Omit every picture and return the rest of the data unaltered.

□ □ □ □

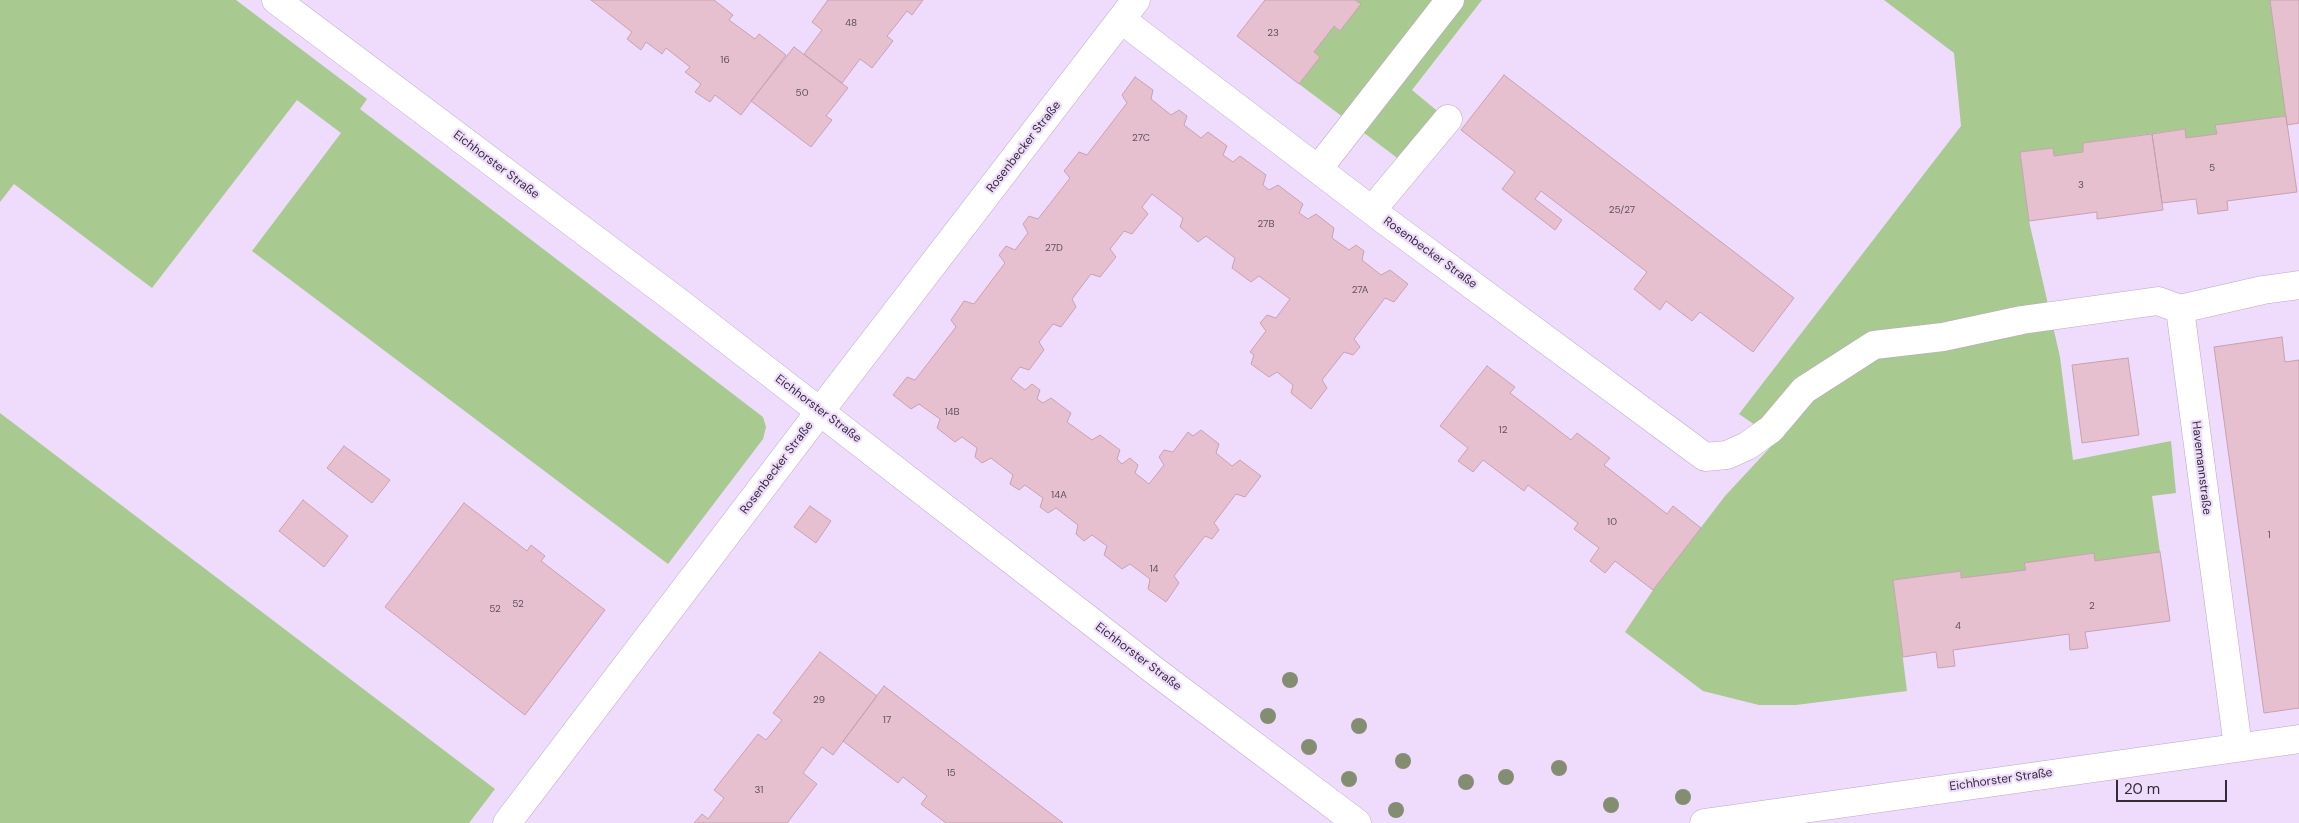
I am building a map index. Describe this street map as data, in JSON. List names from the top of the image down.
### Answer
{
  "streets": {
    "street": ["Rosenbecker Straße", "Eichhorster Straße", "Havemannstraße"]
  },
  "crossings": [
    ["Rosenbecker Straße", "Eichhorster Straße"],
    ["Rosenbecker Straße", "Havemannstraße"],
    ["Eichhorster Straße", "Havemannstraße"]
  ],
  "house_numbers": [
    "48",
    "23",
    "16",
    "50",
    "27C",
    "5",
    "3",
    "25/27",
    "27B",
    "27D",
    "27A",
    "14B",
    "12",
    "14A",
    "10",
    "1",
    "14",
    "52",
    "2",
    "52",
    "4",
    "29",
    "17",
    "15",
    "31"
  ],
  "scale_bar": "20 m"
}
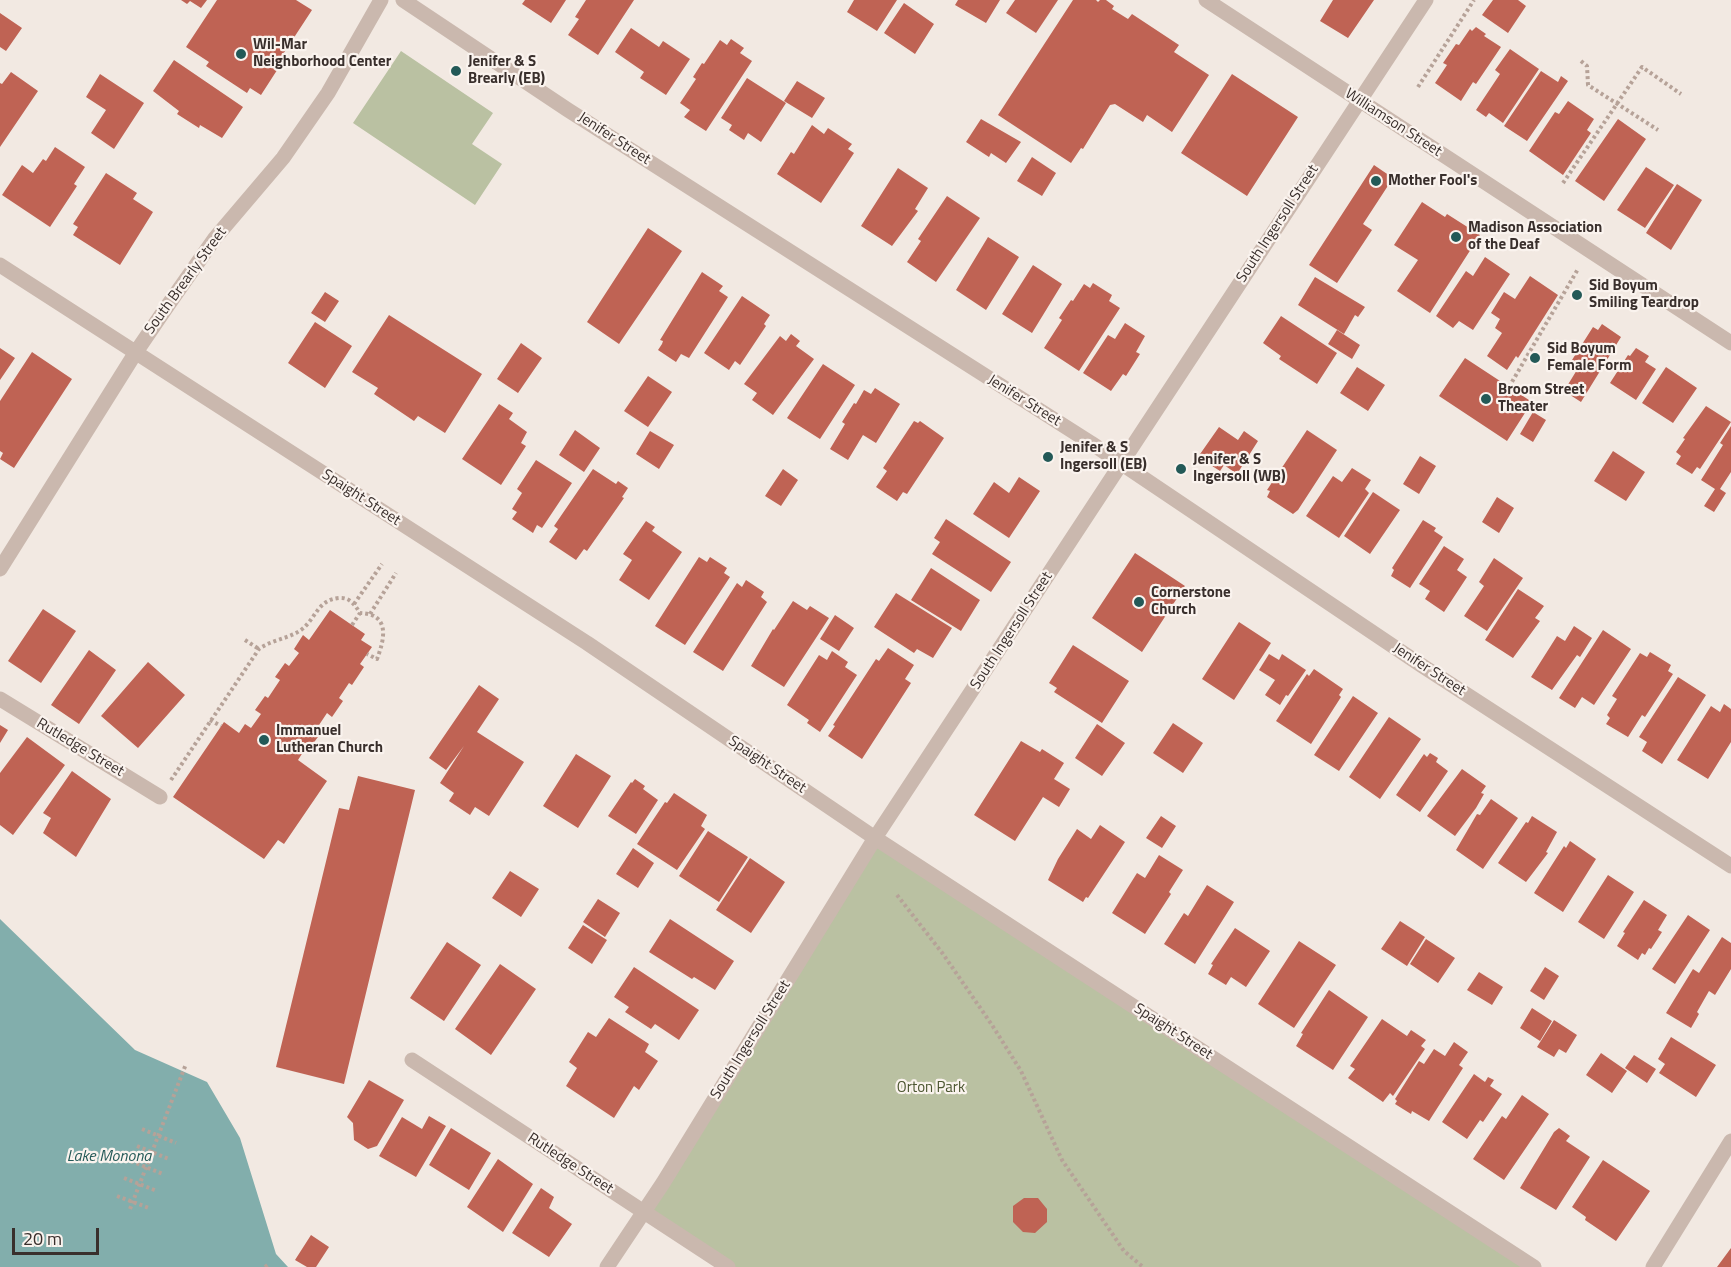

□ □ □ □

Response area:
I am building a map index. Describe this street map as data, in JSON. List names from the top of the image down.
### Answer
{
  "streets": {
    "street": ["Rosenbecker Straße", "Eichhorster Straße", "Havemannstraße"]
  },
  "crossings": [
    ["Rosenbecker Straße", "Eichhorster Straße"],
    ["Rosenbecker Straße", "Havemannstraße"],
    ["Eichhorster Straße", "Havemannstraße"]
  ],
  "house_numbers": [
    "48",
    "23",
    "16",
    "50",
    "27C",
    "5",
    "3",
    "25/27",
    "27B",
    "27D",
    "27A",
    "14B",
    "12",
    "14A",
    "10",
    "1",
    "14",
    "52",
    "2",
    "52",
    "4",
    "29",
    "17",
    "15",
    "31"
  ],
  "scale_bar": "20 m"
}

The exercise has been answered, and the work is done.